Gear Review: MTI Journey PFD
This review is the first in a series of articles testing and reviewing a selection of MTI PFDs suitable for stand up paddling.
I was prepared to not like the MTI Journey PFD. The thing looked like one of those clumsy life vests your instructors make you put on during a school trip. You know, those ugly, bright-orange things? Horrible to wear and even more horrible to move around in. Any kid with an ounce of pride fought putting one of those things on.
The Journey has other things wrong with it. No pockets. Who makes a PFD without pockets? In this age of portable electronics, how could anyone make a PFD without pockets? Where the hell was I supposed to put my phone, my camera, or my Hammer gels, or Clif Bar? And then there’s the distribution of the floaty material. Most PFDs have it concentrated in the front so if you’re tossed into the water you tend to float face up. This one is evenly distributed, so you bob up and down like a cork. It felt like a kevlar vest, but without the kevlar. Not only that, the darn thing doesn’t have all those cool adjustment straps, just two cinching straps on each side. No loops for carabiners either. Plus it’s… well, it’s that ugly orange.
Simple design but easy to wear.
I tried it on anyway. It was a freakishly warm day in February (60ºF!), and I was going on a paddle with a friend. My personal safety rule is that if the water is hypothermia-level cold I wear a full PFD. I don’t screw around with safety like that. Cold water can shock your body terribly, and today the water was about 35ºF — dangerously cold. So I put the MTI Journey on and my gear went in a waist pack.
Like all SUPers, I don’t like wearing a PFD. They rub against your arms. They get in the way of your paddle strokes. Except this one didn’t really. I actually forgot about the PFD. Even when I started paying attention to it, it wasn’t bothering me. I never had a PFD that felt so organic. Most PFD’s feel a bit like bits of plate mail, but this was more like a thick sweatshirt. I’m sure it helped that I was wearing a wetsuit, but this felt very different than other PFDs.

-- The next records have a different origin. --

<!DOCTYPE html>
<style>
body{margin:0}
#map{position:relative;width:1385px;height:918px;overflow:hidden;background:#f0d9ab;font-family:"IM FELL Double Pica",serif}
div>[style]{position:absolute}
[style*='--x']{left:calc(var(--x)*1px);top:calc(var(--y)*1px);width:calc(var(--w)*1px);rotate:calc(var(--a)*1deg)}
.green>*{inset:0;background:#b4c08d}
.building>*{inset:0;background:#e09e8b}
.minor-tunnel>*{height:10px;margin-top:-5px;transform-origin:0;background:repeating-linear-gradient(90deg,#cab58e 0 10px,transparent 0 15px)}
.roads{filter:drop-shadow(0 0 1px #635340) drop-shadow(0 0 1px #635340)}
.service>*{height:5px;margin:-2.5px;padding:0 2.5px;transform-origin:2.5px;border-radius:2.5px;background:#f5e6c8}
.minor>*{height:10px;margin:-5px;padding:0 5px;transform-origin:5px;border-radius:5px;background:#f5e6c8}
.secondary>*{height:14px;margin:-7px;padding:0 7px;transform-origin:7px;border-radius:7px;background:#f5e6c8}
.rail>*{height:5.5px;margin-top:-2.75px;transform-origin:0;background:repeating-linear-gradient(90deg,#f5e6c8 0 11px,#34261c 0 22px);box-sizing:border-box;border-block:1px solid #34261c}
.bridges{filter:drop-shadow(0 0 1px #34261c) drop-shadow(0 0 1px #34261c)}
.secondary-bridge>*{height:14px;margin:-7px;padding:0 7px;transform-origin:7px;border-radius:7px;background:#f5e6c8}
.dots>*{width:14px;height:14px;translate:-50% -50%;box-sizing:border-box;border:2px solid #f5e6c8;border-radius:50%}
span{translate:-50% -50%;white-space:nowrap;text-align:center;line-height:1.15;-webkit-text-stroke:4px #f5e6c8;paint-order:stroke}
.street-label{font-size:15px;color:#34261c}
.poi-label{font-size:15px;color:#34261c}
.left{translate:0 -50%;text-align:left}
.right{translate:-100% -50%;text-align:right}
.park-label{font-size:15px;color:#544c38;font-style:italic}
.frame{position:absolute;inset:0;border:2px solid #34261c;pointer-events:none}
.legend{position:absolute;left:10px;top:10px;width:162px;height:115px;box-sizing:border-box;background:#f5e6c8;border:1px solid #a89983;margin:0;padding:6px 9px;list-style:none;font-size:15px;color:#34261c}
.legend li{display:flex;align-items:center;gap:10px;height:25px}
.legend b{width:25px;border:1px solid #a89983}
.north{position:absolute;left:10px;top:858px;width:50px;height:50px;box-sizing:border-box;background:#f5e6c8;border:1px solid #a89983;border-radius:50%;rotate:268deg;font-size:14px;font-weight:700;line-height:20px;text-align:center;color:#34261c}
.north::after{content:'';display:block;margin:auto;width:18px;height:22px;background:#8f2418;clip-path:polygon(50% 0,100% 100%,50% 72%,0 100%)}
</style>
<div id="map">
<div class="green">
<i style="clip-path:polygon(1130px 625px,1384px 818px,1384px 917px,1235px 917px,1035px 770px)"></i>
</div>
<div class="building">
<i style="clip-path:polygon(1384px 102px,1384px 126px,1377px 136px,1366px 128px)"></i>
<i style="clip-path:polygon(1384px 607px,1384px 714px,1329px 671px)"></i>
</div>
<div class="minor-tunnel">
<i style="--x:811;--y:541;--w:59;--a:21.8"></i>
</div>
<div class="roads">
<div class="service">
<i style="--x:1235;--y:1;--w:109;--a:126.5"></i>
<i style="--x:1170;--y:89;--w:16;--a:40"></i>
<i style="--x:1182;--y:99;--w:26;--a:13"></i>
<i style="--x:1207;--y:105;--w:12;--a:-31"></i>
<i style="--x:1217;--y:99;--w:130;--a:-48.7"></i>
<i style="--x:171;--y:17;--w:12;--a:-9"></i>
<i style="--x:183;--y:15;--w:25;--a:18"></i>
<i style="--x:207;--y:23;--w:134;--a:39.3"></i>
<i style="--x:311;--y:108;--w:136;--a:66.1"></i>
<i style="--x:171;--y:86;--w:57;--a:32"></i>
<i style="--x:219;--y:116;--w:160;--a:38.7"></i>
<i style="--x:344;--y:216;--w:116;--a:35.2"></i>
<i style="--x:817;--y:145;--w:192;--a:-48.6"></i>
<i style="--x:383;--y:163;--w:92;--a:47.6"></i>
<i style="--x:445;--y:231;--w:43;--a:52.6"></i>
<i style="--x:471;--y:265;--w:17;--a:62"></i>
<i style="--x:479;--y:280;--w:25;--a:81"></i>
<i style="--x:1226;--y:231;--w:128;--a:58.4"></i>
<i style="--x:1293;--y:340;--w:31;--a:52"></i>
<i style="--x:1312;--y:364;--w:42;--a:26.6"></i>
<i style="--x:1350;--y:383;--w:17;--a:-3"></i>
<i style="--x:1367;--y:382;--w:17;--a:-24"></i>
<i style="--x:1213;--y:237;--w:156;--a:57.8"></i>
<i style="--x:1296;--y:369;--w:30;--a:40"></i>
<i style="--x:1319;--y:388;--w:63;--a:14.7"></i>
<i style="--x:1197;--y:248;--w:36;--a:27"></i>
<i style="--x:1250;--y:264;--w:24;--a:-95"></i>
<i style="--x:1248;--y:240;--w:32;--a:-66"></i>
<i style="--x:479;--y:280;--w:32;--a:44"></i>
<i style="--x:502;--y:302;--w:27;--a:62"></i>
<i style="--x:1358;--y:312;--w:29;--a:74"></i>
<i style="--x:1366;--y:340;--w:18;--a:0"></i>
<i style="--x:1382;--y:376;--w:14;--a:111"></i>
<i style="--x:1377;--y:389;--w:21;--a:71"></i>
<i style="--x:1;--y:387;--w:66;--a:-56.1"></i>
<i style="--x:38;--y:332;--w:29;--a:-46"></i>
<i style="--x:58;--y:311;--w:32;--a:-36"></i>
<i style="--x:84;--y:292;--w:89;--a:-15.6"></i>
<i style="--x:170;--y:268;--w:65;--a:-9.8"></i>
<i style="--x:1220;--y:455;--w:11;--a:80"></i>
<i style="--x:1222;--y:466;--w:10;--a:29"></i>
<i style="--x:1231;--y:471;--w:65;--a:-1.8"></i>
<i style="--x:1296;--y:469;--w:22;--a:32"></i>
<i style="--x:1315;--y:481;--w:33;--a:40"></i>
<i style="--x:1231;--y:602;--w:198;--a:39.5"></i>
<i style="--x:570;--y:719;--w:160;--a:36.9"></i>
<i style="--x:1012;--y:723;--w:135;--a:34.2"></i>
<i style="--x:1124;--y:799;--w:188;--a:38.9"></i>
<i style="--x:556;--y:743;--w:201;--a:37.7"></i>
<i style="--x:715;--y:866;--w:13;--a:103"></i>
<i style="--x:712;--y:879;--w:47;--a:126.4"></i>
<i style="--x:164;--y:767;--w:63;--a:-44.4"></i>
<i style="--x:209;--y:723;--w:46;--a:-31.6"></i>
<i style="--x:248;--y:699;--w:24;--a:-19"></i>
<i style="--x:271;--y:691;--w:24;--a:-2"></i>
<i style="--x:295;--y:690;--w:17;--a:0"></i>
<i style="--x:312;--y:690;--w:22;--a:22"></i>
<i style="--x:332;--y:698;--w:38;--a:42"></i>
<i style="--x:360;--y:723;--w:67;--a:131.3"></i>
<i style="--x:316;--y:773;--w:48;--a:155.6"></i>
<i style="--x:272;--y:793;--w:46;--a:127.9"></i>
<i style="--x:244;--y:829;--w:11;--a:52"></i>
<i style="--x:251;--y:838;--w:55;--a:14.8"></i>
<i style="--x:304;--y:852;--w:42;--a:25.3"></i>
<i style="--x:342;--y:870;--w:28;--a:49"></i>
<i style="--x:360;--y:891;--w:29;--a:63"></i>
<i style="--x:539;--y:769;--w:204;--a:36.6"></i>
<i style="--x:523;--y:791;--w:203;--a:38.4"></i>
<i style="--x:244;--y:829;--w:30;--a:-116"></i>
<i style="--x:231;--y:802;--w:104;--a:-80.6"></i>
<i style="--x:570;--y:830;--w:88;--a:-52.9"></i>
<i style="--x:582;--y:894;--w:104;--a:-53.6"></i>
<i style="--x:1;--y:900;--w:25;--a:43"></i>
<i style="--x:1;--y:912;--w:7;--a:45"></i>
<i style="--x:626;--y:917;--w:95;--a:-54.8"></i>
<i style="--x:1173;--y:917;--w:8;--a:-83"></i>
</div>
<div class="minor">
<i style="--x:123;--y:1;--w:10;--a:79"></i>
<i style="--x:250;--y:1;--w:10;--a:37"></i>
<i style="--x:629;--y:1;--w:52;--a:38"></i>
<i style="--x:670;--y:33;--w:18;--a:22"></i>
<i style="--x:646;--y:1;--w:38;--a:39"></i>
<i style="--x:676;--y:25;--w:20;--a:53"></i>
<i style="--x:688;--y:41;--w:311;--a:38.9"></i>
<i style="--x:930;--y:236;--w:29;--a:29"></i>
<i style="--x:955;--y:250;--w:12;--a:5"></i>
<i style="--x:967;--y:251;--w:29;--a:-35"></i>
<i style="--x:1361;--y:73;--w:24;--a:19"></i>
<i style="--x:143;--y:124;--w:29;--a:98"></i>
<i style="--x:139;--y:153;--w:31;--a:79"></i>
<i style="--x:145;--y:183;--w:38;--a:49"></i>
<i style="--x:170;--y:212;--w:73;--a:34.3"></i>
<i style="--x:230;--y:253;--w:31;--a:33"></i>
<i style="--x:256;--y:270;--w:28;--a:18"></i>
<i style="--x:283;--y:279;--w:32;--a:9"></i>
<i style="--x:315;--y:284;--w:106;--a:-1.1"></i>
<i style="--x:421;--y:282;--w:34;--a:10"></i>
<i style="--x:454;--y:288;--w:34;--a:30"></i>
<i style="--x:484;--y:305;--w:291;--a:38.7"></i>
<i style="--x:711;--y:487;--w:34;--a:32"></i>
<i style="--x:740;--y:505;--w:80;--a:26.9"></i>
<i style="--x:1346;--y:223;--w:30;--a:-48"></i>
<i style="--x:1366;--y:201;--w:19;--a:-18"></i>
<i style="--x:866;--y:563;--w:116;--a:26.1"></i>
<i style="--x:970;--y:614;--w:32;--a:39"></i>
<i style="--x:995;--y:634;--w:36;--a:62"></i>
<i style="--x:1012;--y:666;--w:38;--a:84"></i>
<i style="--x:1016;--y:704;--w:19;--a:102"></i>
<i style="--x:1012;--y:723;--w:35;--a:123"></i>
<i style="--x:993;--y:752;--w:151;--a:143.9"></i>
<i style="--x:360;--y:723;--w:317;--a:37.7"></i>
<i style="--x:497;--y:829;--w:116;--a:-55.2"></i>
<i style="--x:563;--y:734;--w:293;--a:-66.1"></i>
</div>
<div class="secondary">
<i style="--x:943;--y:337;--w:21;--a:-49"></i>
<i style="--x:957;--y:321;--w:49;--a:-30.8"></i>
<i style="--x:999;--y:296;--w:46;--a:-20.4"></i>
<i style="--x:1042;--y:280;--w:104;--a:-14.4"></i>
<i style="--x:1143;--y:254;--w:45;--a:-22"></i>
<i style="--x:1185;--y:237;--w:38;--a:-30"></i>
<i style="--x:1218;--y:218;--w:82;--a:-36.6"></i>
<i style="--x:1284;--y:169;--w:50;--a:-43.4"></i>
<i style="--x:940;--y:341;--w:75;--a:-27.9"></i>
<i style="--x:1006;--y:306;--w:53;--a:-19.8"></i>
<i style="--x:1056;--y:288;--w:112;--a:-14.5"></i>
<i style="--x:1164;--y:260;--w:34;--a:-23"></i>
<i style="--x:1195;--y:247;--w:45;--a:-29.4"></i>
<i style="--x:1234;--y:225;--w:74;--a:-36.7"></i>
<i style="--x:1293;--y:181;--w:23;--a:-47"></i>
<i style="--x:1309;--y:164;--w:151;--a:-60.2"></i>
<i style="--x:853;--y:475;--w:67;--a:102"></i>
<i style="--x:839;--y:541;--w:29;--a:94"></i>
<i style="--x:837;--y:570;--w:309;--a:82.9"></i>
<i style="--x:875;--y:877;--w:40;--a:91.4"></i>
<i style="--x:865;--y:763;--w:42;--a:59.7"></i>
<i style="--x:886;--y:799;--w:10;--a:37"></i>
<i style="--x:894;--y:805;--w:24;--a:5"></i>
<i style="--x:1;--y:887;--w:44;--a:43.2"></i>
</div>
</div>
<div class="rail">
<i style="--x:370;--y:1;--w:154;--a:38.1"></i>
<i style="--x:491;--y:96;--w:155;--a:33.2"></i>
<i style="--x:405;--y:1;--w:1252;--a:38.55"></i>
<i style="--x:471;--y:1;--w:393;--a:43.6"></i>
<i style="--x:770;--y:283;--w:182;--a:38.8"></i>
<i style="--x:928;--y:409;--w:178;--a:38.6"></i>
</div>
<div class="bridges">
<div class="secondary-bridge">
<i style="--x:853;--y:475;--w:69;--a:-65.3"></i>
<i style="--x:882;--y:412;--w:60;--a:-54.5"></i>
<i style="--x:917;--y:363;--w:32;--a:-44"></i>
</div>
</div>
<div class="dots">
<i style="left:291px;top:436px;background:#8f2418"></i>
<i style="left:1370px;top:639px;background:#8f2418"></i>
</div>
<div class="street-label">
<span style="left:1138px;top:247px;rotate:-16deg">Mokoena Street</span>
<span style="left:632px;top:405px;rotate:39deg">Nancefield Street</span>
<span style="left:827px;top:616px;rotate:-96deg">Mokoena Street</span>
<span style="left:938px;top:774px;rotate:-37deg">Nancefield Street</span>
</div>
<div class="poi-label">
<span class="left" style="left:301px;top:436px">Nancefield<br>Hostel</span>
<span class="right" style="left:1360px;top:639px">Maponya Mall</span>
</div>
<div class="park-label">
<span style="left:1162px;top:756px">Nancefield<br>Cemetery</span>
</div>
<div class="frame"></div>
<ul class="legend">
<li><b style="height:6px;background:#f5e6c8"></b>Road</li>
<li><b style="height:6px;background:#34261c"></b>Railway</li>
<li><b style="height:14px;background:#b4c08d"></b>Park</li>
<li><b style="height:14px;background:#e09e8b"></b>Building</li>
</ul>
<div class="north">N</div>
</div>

I let myself float in it once. The water was too cold for any real testing. It kept me up, so I declare that a success. (Maybe I’ll try that again in a few months.)
The MTI Journey is a low-budget PFD. It’s supposed to not have any frills or neat stuff. It’s a PFD to keep around when you need one, but maybe that’s it. I probably wouldn’t take this on an expedition (I need pockets!), but I’d be happy to loan it to a friend. This is also a great PFD for a quick run. And while that ugly orange is a fashion nightmare, it’s very visible from a distance. I wish my other PFDs were ugly, bright colors too. The better to see you.
So I did like the Journey. I didn’t expect to get fond of this orange thing, but I did. Maybe the Spartan design is meaningful in itself. Often a thing is better without a lot of bells and whistles. I have great admiration for simple, elegant designs like the VW Beetle or the Louisville Slugger or Teva sandals. These are things that work so well, and shouldn’t be mucked with. I might have to put the Journey on that list too.
MSRP – MTI Journey: $54.95
No doo-dads or special features, just flotation.